Pukul 19.30 WIB mengukur intake dan output klien intake ; minum ± 400
ml/8jam, parenteral 300 ml/8 jam, transfusi darah 250 ml. output ; urine :
500 ml/8 jam, IWL : 300 ml/8 jam.
Pukul 06.00 WIB mengukur tanda-tanda vital klien, TD = 120/80 mmHg (N :
120/80 mmHg). Nadi : 80x/menit (N : 60 – 100 x/mnt), pernapasan : 20x/menit
(N : 16 – 20 x/mnt), suhu : 36.90C (36 – 37,50C).

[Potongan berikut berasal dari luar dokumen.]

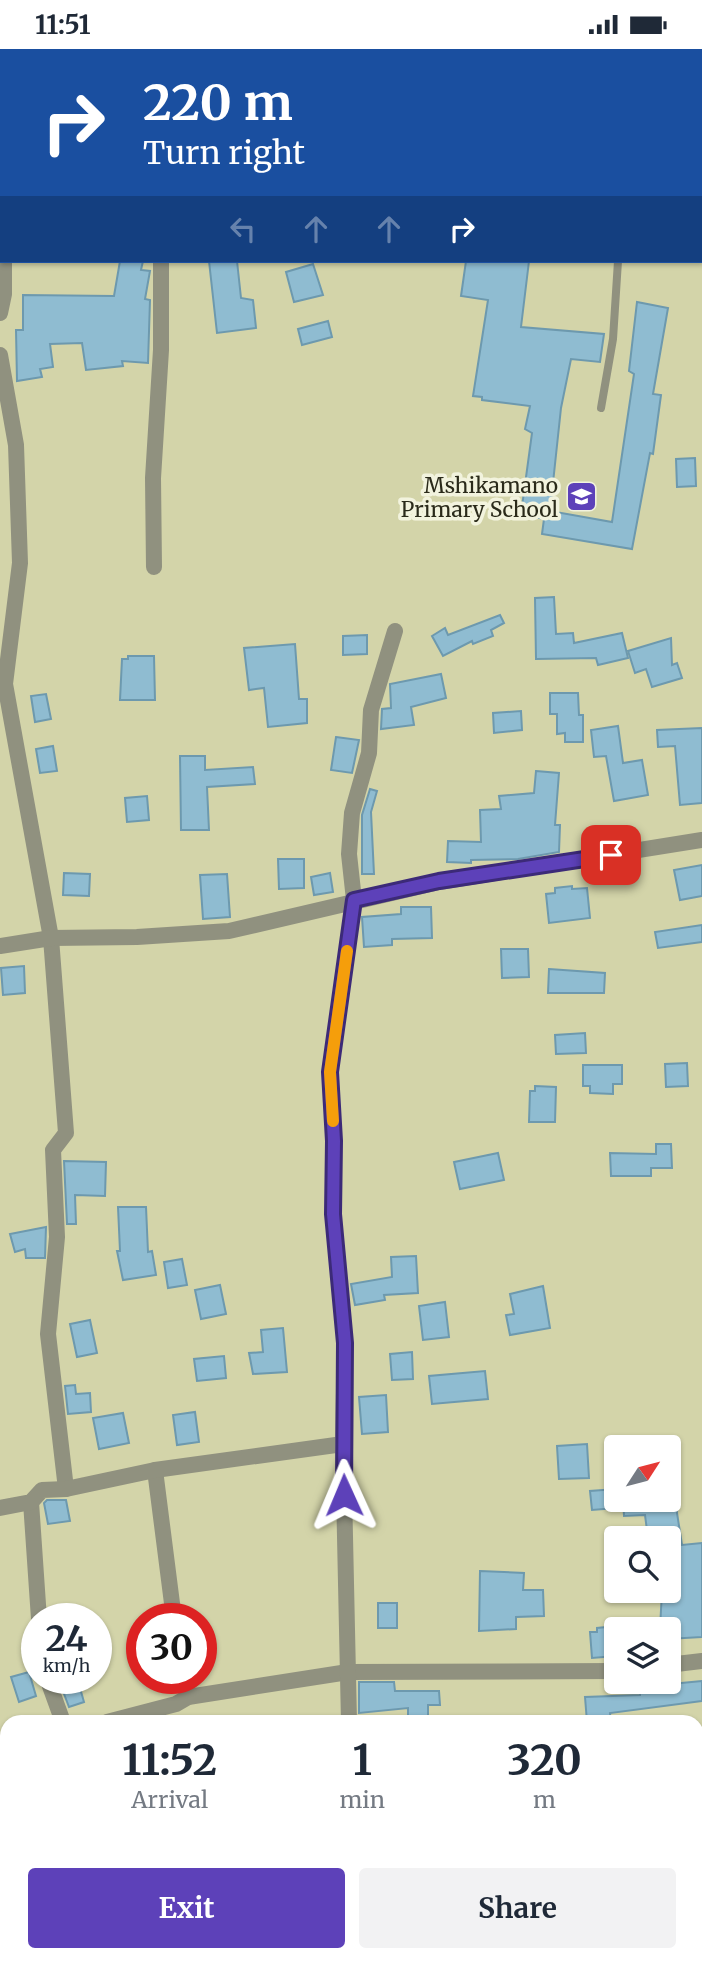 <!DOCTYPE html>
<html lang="en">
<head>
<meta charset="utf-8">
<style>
	body { margin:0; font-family:Merriweather,serif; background:#f2f2f3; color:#1f2937; height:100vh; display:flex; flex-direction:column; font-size:26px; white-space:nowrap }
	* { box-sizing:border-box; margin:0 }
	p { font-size:23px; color:#747a83 }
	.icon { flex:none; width:38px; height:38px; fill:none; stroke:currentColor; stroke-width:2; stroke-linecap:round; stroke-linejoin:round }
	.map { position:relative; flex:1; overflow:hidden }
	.side { position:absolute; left:0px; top:1666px; width:704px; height:247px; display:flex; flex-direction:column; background:#fff; border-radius:21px 21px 0 0; box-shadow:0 2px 5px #0004 }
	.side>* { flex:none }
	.banner { position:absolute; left:0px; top:0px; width:704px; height:214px; box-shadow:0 2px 5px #0004; background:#1a4fa0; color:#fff; overflow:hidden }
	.needle { width:46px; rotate:54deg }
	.buttons { position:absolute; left:604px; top:1386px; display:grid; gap:14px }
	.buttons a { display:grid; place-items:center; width:77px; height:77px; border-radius:7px; background:#fff; box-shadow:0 2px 5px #0004; font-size:35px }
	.speed { position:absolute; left:21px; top:1554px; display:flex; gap:14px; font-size:35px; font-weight:700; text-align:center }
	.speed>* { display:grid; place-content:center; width:91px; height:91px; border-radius:50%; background:#fff; box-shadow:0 2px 5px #0004; line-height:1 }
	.speed small { font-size:18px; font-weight:400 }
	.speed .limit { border:10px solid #d22; background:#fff; color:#111 }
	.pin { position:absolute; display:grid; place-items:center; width:60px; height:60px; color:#fff; margin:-30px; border-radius:14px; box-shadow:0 4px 10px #0006 }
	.me { position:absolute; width:77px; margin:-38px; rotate:359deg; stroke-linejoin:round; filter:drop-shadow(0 0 5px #0008) }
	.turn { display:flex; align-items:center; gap:24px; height:147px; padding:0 28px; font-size:32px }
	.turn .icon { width:91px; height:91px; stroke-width:2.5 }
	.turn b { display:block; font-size:49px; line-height:60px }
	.lanes { display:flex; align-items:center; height:66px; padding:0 28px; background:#0003; justify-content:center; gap:35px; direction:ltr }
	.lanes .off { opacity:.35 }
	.eta { display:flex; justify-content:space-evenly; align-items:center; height:119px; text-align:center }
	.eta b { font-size:42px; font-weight:700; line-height:49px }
	.button { display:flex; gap:14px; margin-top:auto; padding:14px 28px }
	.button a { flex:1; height:80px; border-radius:7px; background:#5d41b9; color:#fff; font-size:28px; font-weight:700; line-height:80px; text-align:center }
	.button a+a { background:#f2f2f3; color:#1f2937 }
	.status { display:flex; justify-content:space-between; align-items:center; height:49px; padding:0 35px; background:#fff; direction:ltr }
	.status svg { height:19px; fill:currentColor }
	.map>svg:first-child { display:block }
	.building { fill:#8fbcd1; stroke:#6d99ae; stroke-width:2 }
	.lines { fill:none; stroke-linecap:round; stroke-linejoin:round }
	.service { stroke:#90917f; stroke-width:8 }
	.minor { stroke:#90917f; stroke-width:16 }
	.route-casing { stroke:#3c2a78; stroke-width:18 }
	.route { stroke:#5d41b9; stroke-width:12 }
	.slow { stroke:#f59e0b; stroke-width:12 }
	.labels { text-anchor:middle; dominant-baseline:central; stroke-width:7; stroke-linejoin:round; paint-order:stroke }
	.poi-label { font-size:21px; fill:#2a2a1a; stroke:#f2f3de; text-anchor:end }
</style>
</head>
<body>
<div class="status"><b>11:51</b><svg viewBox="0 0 49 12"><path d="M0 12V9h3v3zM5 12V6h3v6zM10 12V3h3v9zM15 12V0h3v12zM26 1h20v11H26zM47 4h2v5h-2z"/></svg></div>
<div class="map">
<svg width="702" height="1912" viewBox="0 0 702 1912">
	<rect width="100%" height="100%" fill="#d3d4a9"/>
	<g class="building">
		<path d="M120 212H143L141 221 150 222 145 250 150 251 148 314 122 312 123 317 86 321 82 294 50 295 53 318 40 320 42 328 17 332 16 281H23V246L114 247Z"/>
		<path d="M209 212H237L241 249 253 251 256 279 217 284Z"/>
		<path d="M466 212H529L521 278 604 285 600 313 571 310 561 359 550 462 612 473 634 325 629 322 637 253 668 259 653 345 661 346 653 405 650 404 632 500 542 485 544 470 521 465 532 384 525 380 530 357 482 351V348L473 347 488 251 461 247Z"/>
		<path d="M313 215 323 246 294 253 286 223Z"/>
		<path d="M328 272 332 288 302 296 298 280Z"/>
		<path d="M695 409 696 437 677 438 676 410Z"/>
		<path d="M554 548 556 585 573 584 574 594 622 584 628 609 598 616 596 609 536 610 535 549Z"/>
		<path d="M500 566 504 574 491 581 493 587 473 595 472 592 443 607 432 587 445 579 448 586Z"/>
		<path d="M367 586V605L343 606V587Z"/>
		<path d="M671 589 672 616 677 614 682 629 652 638 646 620 635 624 628 602Z"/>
		<path d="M295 595 299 650H307V674L268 678 264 639 249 641 244 599Z"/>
		<path d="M128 607H154L155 651H120L122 610H128Z"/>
		<path d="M441 625 446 649 411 658 414 676 381 680 382 660 391 659 390 635Z"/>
		<path d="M550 644H578L579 666H583V693H565V684L557 685V665H550Z"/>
		<path d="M46 645 51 670 35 673 31 647Z"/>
		<path d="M521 662 522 681 494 684 493 664Z"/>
		<path d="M618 677 623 714 642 711 648 746 614 752 606 707 594 708 591 681Z"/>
		<path d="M702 679V754L680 756 675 697 658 698 657 681Z"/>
		<path d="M336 688 359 691 352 724 331 721Z"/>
		<path d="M53 697 57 722 40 724 36 700Z"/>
		<path d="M180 707H205V721L253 718 255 735 207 738 209 781H181Z"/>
		<path d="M536 722 559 724 555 776H560L559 803 518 810 471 811V814L447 813 448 792 481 793 480 761 501 760 499 747 534 744Z"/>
		<path d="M370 740 377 742 371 763 374 825H362V766Z"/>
		<path d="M147 747 149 771 127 773 125 749Z"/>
		<path d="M278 810H304V839L279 840Z"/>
		<path d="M702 816V847L680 851 674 821Z"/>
		<path d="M64 824 90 825 89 847 63 846Z"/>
		<path d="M330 824 333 843 314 846 311 828Z"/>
		<path d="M227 825 230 868 203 870 200 826Z"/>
		<path d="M572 837V840L587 839 590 869 549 874 546 845 555 844V839Z"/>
		<path d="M401 858H431L432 889 392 890V896L364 898 362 868 401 865Z"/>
		<path d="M702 876V893L658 899 655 883Z"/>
		<path d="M501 900H528L529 928 502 929Z"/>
		<path d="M24 917 25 944 3 946 1 919Z"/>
		<path d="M549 920 605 924 604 944H548Z"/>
		<path d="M585 984 586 1004 556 1005 555 986Z"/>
		<path d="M687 1014 688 1037 666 1038 665 1015Z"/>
		<path d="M583 1016H622V1035H613V1045L590 1044V1037H583Z"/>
		<path d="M535 1037 556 1038 555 1073H529L530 1042H535Z"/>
		<path d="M656 1095H671L672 1119H651V1127H611L610 1104 656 1105Z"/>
		<path d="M498 1104 504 1131 460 1140 454 1113Z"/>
		<path d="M64 1112 106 1113 105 1147 75 1146 76 1175H67Z"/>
		<path d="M118 1158H146L148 1203 152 1202 156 1226 123 1231 117 1202H120Z"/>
		<path d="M46 1178 45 1209H26L25 1200 15 1203 10 1185Z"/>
		<path d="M416 1207 418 1244 384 1246 385 1251 355 1256 351 1235 392 1228 391 1208Z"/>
		<path d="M182 1210 187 1236 168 1239 164 1213Z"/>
		<path d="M220 1236 226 1265 201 1270 195 1241Z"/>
		<path d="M543 1237 550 1279 510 1286 506 1266 514 1265 510 1245Z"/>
		<path d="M445 1253 449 1288 423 1291 419 1257Z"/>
		<path d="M90 1271 97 1304 77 1308 70 1275Z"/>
		<path d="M283 1279 287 1323 253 1325 249 1304 263 1303 261 1281Z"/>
		<path d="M412 1303 413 1330 392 1331 390 1305Z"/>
		<path d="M224 1307 226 1329 197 1332 194 1310Z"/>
		<path d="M485 1322 488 1350 432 1355 429 1327Z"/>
		<path d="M75 1336 76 1345 90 1344 91 1363 68 1365 65 1337Z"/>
		<path d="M386 1346 388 1383 362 1385 359 1348Z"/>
		<path d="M195 1363 199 1393 177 1396 173 1366Z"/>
		<path d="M123 1364 129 1394 99 1400 93 1369Z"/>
		<path d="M587 1395 589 1429 559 1430 557 1397Z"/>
		<path d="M616 1440V1459L592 1461 590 1442Z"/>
		<path d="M47 1451H66L70 1472 48 1475 44 1454Z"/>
		<path d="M623 1451H675L682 1496 702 1494V1588L668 1590V1580H660L662 1542H668V1489H648L645 1466 624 1467Z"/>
		<path d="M480 1522 524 1524 523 1541H543L544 1567 516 1568V1580L479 1582Z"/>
		<rect x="378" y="1554" width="19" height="25"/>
		<path d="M616 1577V1607L592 1609 590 1583H597V1579Z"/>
		<path d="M29 1623 36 1647 19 1653 11 1628Z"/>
		<path d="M58 1629H66L71 1642 80 1639 84 1653 69 1658Z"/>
		<path d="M702 1632V1652L610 1664 611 1673H587L585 1648 640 1646V1638Z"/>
		<path d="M359 1633H394L395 1642H439L440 1656H428V1673H408V1659L359 1664Z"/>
	</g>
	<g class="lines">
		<path class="service" d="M601 359 613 290 618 212"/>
		<g class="minor">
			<path d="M355 0V2"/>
			<path d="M0 71 2 72"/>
			<path d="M2 88V123"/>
			<path d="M0 264 4 245V212"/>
			<path d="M0 306 16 396 20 514 5 635 51 889 66 1084 53 1101 57 1188 48 1285 66 1440"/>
			<path d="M154 518 153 429 161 301V212"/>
			<path d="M0 897 51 889 137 888 229 882 439 833 702 791"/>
			<path d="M155 1421 174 1570"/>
			<path d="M31 1453 39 1570"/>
			<path d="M0 1459 31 1453 42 1441 66 1440 155 1421 343 1395"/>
			<path d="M668 1616 702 1612"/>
			<path d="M47 1629 63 1673"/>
			<path d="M185 1629 188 1648"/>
			<path d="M107 1673 176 1655 188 1648 348 1623 616 1622"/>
			<path d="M349 1673 343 1395 345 1294 333 1165 334 1092 330 1023 354 851 349 805 352 764 369 704 371 661 395 582"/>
			<path d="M0 1712 7 1709"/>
			<path d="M393 1906 394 1912"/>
		</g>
	</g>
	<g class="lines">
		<defs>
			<path id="route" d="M344 1446 345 1294 333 1165 334 1092 330 1023 354 851 439 832 611 806"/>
		</defs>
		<use href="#route" class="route-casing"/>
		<use href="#route" class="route"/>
		<path class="slow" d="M333 1072 330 1023 347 902"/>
	</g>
	<defs>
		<symbol id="school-square" viewBox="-11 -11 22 22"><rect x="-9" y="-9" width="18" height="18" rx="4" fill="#5d41b9" stroke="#f2f3de"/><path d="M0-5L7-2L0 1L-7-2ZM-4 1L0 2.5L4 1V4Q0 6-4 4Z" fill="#fff"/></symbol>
	</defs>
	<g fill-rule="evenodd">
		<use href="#school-square" x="564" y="430" width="35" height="35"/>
	</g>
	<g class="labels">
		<g class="poi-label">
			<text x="558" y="436">Mshikamano<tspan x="558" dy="24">Primary School</tspan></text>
		</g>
	</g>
</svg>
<div class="buttons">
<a><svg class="needle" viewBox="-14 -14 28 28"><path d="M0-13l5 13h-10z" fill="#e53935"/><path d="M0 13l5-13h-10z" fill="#747a83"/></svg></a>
<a><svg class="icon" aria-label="search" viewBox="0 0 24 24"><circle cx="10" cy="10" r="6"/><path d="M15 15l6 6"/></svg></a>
<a><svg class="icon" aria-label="layers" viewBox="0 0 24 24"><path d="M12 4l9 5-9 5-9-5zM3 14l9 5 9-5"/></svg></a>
</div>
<div class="speed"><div>24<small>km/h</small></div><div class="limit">30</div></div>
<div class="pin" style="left:611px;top:806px;background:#d93025"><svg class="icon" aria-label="arrive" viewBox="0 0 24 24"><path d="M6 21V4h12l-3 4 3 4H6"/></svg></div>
<svg class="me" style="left:344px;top:1446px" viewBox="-20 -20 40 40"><path d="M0-17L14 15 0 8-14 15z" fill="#5d41b9" stroke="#fff" stroke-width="4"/></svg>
<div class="banner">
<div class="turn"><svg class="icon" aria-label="right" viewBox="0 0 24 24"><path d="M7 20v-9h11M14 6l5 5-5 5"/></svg><div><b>220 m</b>Turn right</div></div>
<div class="lanes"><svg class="icon off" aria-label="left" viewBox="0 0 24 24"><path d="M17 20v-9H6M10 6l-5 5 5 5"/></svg><svg class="icon off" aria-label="ahead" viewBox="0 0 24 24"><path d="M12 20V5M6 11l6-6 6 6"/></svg><svg class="icon off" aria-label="ahead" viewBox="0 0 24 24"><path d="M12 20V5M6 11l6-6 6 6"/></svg><svg class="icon" aria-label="right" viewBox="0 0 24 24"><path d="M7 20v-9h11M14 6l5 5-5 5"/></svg></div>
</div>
<section class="side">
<div class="eta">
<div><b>11:52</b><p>Arrival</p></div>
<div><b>1</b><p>min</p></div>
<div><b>320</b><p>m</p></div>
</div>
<div class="button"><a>Exit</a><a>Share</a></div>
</section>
</div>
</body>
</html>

Pukul 07.30 WIB mengukur intake dan output klien, intake ; minum : 300 ml/8
jam, parenteral 300 ml/8 jam, transfusi darah 250 ml. output ; urine : 500
ml/8 jam.
Evaluasi
Tanggal : 24 Juli 2008
Pukul 08.10 WIB
S : Klien mengatakan kemarin BAK ± 8- 9x/hari, minum ± 1000 ml/8
jam, dan klien puasa sejak pukul 04.00 pagi
O : Intake dan output, intake ; minum : ± 1000 ml/24 jam,
parenteral : 1100 ml/24 jam, transfuse : 500 ml/24 jam, output ; urine :
1550 ml/24 jam, IWL : 900 ml/24 jam. Balance cairan = 2600 – 2350 = +250
ml/24 jam. Tanda-tanda vital TD : 120/80 mmHg (N : 120/80 mmHg). , N :
80x/menit (N : 60 – 100 x/mnt, P : 20x/menit (N : 16 – 20x/mnt), S : 36.90C
(N : 36 – 37,50C. Oedema pada daerah bekas penusukan syringe pump sudah
berkurang
A : Resiko kelebihan volume cairan tubuh berhubungan dengan
penurunan tekanan osmotik koloid, masih ada
P : Intervensi
1. Ukur intake dan output tiap hari
2. Observasi derajat perifer / edema dependen
4. Pantau albumin serum dan elektrolit
Pelaksanaan
Tanggal 24 Juli 2008
Pukul 11.00 mengukur intake dan output klien. Intake ; minum : klien puasa
sejak pukul 04.00 pagi, parenteral : 300 ml/8 jam. Output ; urine : 300
ml/8 jam.
Pukul 11.20 mengobservasi derajat edema. edema sudah berkurang.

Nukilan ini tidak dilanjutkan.